*** Data extract ***

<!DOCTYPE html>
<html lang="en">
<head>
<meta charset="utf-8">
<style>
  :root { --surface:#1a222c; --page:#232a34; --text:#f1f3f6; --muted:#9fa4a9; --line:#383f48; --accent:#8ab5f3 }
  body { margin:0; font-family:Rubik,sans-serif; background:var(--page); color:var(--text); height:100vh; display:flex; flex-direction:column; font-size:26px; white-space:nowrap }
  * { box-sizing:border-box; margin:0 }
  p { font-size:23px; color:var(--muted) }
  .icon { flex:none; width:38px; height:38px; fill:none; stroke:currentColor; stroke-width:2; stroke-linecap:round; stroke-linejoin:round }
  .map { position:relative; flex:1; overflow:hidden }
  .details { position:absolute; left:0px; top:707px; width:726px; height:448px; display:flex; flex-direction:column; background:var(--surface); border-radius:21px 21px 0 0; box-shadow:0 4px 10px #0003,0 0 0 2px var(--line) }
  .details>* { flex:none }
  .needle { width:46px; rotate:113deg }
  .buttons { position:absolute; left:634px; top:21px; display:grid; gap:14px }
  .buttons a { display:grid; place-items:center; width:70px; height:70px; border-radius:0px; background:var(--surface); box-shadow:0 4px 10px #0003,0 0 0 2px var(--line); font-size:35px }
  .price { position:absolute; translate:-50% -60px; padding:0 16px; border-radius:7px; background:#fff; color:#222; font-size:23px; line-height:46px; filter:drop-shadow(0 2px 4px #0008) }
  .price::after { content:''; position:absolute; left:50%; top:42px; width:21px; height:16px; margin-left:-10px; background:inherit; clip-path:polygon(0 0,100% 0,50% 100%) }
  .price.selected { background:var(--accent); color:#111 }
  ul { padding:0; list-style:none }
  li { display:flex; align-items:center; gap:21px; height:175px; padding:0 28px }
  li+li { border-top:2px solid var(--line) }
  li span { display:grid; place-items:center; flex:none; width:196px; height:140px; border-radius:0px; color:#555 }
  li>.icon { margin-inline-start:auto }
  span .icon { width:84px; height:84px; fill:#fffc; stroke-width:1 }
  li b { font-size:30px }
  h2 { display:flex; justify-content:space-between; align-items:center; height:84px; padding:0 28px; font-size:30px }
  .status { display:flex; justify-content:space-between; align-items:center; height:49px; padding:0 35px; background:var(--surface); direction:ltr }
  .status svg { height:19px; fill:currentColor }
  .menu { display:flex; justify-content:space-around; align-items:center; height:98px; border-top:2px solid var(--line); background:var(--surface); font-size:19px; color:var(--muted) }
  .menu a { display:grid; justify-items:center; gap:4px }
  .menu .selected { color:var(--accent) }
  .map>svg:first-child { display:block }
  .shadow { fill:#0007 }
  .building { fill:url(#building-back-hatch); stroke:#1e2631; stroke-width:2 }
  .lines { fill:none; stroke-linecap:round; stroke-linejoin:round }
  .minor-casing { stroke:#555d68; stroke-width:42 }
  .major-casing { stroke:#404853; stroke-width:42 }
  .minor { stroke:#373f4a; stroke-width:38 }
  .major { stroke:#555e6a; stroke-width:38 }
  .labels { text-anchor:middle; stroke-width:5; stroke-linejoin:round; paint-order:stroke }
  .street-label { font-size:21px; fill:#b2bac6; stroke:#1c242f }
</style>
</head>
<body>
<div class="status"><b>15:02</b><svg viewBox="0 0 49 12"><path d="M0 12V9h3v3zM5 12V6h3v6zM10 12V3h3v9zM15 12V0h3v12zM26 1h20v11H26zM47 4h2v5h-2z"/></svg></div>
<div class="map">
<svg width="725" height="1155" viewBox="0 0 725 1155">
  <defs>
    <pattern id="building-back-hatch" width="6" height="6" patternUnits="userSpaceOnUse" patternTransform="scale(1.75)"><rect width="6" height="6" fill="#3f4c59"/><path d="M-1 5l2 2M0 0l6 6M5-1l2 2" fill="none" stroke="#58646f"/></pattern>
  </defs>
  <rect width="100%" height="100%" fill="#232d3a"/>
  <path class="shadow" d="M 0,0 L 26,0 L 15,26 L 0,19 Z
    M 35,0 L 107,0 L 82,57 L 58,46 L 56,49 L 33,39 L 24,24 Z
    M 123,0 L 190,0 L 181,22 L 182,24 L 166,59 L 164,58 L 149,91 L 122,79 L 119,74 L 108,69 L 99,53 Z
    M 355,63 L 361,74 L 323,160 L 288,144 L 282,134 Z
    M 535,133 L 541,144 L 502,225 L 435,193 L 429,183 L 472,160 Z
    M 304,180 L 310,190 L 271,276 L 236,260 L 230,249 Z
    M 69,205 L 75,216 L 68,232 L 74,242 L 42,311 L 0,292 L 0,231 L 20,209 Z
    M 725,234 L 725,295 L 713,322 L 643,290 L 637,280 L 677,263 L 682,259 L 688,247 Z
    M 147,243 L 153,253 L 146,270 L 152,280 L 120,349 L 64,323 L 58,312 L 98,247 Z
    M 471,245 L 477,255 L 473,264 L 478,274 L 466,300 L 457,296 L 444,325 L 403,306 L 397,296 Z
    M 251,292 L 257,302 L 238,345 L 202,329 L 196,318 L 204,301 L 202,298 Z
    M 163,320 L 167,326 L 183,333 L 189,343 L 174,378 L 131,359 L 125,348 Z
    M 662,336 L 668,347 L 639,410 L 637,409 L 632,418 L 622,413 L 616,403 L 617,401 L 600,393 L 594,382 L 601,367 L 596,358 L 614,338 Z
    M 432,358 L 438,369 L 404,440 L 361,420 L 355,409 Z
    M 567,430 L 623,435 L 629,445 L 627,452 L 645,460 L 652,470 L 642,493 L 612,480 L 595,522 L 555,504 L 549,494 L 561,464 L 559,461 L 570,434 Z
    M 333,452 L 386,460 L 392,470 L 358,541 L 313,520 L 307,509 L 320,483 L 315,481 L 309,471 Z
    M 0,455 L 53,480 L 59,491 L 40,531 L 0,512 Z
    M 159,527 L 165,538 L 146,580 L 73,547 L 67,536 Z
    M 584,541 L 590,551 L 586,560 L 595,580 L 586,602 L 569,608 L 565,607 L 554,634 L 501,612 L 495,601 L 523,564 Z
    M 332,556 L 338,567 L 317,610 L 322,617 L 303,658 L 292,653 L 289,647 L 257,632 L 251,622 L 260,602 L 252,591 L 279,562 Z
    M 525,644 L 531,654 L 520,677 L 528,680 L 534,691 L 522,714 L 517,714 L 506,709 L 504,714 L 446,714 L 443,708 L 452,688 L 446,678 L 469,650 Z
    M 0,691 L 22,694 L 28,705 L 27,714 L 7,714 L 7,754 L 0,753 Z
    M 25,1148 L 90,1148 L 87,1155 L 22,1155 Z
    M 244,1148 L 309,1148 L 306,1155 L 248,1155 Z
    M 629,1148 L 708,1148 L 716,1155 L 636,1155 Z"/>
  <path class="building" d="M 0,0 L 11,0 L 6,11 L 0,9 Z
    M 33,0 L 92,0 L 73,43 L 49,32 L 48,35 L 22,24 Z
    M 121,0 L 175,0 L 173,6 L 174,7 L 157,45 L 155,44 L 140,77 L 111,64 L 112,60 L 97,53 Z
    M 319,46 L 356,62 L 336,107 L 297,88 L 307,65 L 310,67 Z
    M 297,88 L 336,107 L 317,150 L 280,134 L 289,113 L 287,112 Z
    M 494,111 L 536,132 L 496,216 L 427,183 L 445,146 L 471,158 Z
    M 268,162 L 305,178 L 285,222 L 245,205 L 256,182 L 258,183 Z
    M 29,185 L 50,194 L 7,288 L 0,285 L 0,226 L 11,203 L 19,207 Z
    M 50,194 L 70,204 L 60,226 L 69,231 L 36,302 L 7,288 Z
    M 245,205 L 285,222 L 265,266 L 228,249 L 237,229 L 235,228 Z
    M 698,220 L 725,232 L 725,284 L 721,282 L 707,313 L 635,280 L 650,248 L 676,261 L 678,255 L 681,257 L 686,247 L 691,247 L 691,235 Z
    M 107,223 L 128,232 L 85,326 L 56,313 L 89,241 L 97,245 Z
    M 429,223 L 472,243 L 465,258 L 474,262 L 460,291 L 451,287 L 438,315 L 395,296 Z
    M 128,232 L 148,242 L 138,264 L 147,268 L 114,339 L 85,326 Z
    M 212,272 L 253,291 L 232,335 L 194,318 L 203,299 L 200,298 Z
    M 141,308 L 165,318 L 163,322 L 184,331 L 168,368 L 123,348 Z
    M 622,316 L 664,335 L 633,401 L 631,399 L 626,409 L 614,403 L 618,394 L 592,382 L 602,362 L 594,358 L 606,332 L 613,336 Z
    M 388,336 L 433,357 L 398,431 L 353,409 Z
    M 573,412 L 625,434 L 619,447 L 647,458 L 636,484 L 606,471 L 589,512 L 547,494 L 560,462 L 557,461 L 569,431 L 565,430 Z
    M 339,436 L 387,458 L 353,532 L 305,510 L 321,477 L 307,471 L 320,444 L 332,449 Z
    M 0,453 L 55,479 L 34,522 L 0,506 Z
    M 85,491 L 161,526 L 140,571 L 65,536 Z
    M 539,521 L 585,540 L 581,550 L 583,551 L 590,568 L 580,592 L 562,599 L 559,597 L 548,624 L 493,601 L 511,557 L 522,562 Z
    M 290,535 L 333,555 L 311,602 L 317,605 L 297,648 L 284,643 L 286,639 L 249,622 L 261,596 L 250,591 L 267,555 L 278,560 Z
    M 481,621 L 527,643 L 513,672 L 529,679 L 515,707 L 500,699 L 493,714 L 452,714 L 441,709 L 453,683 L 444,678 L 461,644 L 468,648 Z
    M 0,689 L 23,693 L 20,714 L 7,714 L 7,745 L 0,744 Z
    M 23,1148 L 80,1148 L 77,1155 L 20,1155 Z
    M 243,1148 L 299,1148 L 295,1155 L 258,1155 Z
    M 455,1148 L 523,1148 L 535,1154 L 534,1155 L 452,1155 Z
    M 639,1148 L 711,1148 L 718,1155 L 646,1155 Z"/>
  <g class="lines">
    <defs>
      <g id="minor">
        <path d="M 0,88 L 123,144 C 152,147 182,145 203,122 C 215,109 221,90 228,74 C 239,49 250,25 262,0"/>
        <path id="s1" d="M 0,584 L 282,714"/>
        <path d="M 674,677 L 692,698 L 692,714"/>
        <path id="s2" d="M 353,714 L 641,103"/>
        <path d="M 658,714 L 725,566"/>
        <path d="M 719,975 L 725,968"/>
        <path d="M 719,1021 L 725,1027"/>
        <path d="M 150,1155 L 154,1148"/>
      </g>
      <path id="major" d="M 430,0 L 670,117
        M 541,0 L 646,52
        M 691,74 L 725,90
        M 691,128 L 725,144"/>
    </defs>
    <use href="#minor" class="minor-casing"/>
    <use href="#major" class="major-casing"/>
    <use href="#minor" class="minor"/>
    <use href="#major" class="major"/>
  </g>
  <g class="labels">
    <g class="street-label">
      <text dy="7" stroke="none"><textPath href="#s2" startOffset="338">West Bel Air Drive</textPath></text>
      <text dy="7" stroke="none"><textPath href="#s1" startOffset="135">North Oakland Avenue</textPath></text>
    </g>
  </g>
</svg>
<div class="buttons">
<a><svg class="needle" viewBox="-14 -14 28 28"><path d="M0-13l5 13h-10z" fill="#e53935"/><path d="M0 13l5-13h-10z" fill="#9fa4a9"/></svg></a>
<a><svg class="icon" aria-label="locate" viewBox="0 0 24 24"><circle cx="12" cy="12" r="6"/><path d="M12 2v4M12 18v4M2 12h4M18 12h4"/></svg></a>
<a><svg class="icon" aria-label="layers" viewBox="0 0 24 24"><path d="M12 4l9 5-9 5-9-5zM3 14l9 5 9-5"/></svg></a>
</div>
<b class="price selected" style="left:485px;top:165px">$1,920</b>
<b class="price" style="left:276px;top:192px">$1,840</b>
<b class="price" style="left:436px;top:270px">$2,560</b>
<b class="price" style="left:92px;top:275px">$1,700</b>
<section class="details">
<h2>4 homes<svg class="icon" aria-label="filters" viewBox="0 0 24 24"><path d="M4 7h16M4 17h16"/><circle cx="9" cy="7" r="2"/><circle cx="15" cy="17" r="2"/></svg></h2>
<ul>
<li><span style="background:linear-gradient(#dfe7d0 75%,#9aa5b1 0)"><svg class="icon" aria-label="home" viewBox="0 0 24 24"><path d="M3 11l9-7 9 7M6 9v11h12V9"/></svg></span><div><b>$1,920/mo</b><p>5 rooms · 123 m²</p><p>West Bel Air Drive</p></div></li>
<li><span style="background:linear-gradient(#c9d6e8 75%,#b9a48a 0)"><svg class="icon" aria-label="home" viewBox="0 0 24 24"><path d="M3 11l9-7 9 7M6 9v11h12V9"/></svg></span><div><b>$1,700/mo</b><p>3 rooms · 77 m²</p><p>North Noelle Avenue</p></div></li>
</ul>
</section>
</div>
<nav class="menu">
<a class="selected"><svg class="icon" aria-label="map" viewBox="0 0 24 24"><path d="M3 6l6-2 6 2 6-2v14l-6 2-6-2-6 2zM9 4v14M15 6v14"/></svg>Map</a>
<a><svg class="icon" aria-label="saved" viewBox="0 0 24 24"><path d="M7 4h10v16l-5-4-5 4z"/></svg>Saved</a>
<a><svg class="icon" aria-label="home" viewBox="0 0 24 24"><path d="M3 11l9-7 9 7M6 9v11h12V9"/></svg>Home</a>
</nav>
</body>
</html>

*** End of Data extract ***

■ Work order: Take the records above and return, word for word, only the lines that fall from the line with "M 268,162 L" to the line with "430,0 L 670,117", both of them included.

■ Result below:
    M 268,162 L 305,178 L 285,222 L 245,205 L 256,182 L 258,183 Z
    M 29,185 L 50,194 L 7,288 L 0,285 L 0,226 L 11,203 L 19,207 Z
    M 50,194 L 70,204 L 60,226 L 69,231 L 36,302 L 7,288 Z
    M 245,205 L 285,222 L 265,266 L 228,249 L 237,229 L 235,228 Z
    M 698,220 L 725,232 L 725,284 L 721,282 L 707,313 L 635,280 L 650,248 L 676,261 L 678,255 L 681,257 L 686,247 L 691,247 L 691,235 Z
    M 107,223 L 128,232 L 85,326 L 56,313 L 89,241 L 97,245 Z
    M 429,223 L 472,243 L 465,258 L 474,262 L 460,291 L 451,287 L 438,315 L 395,296 Z
    M 128,232 L 148,242 L 138,264 L 147,268 L 114,339 L 85,326 Z
    M 212,272 L 253,291 L 232,335 L 194,318 L 203,299 L 200,298 Z
    M 141,308 L 165,318 L 163,322 L 184,331 L 168,368 L 123,348 Z
    M 622,316 L 664,335 L 633,401 L 631,399 L 626,409 L 614,403 L 618,394 L 592,382 L 602,362 L 594,358 L 606,332 L 613,336 Z
    M 388,336 L 433,357 L 398,431 L 353,409 Z
    M 573,412 L 625,434 L 619,447 L 647,458 L 636,484 L 606,471 L 589,512 L 547,494 L 560,462 L 557,461 L 569,431 L 565,430 Z
    M 339,436 L 387,458 L 353,532 L 305,510 L 321,477 L 307,471 L 320,444 L 332,449 Z
    M 0,453 L 55,479 L 34,522 L 0,506 Z
    M 85,491 L 161,526 L 140,571 L 65,536 Z
    M 539,521 L 585,540 L 581,550 L 583,551 L 590,568 L 580,592 L 562,599 L 559,597 L 548,624 L 493,601 L 511,557 L 522,562 Z
    M 290,535 L 333,555 L 311,602 L 317,605 L 297,648 L 284,643 L 286,639 L 249,622 L 261,596 L 250,591 L 267,555 L 278,560 Z
    M 481,621 L 527,643 L 513,672 L 529,679 L 515,707 L 500,699 L 493,714 L 452,714 L 441,709 L 453,683 L 444,678 L 461,644 L 468,648 Z
    M 0,689 L 23,693 L 20,714 L 7,714 L 7,745 L 0,744 Z
    M 23,1148 L 80,1148 L 77,1155 L 20,1155 Z
    M 243,1148 L 299,1148 L 295,1155 L 258,1155 Z
    M 455,1148 L 523,1148 L 535,1154 L 534,1155 L 452,1155 Z
    M 639,1148 L 711,1148 L 718,1155 L 646,1155 Z"/>
  <g class="lines">
    <defs>
      <g id="minor">
        <path d="M 0,88 L 123,144 C 152,147 182,145 203,122 C 215,109 221,90 228,74 C 239,49 250,25 262,0"/>
        <path id="s1" d="M 0,584 L 282,714"/>
        <path d="M 674,677 L 692,698 L 692,714"/>
        <path id="s2" d="M 353,714 L 641,103"/>
        <path d="M 658,714 L 725,566"/>
        <path d="M 719,975 L 725,968"/>
        <path d="M 719,1021 L 725,1027"/>
        <path d="M 150,1155 L 154,1148"/>
      </g>
      <path id="major" d="M 430,0 L 670,117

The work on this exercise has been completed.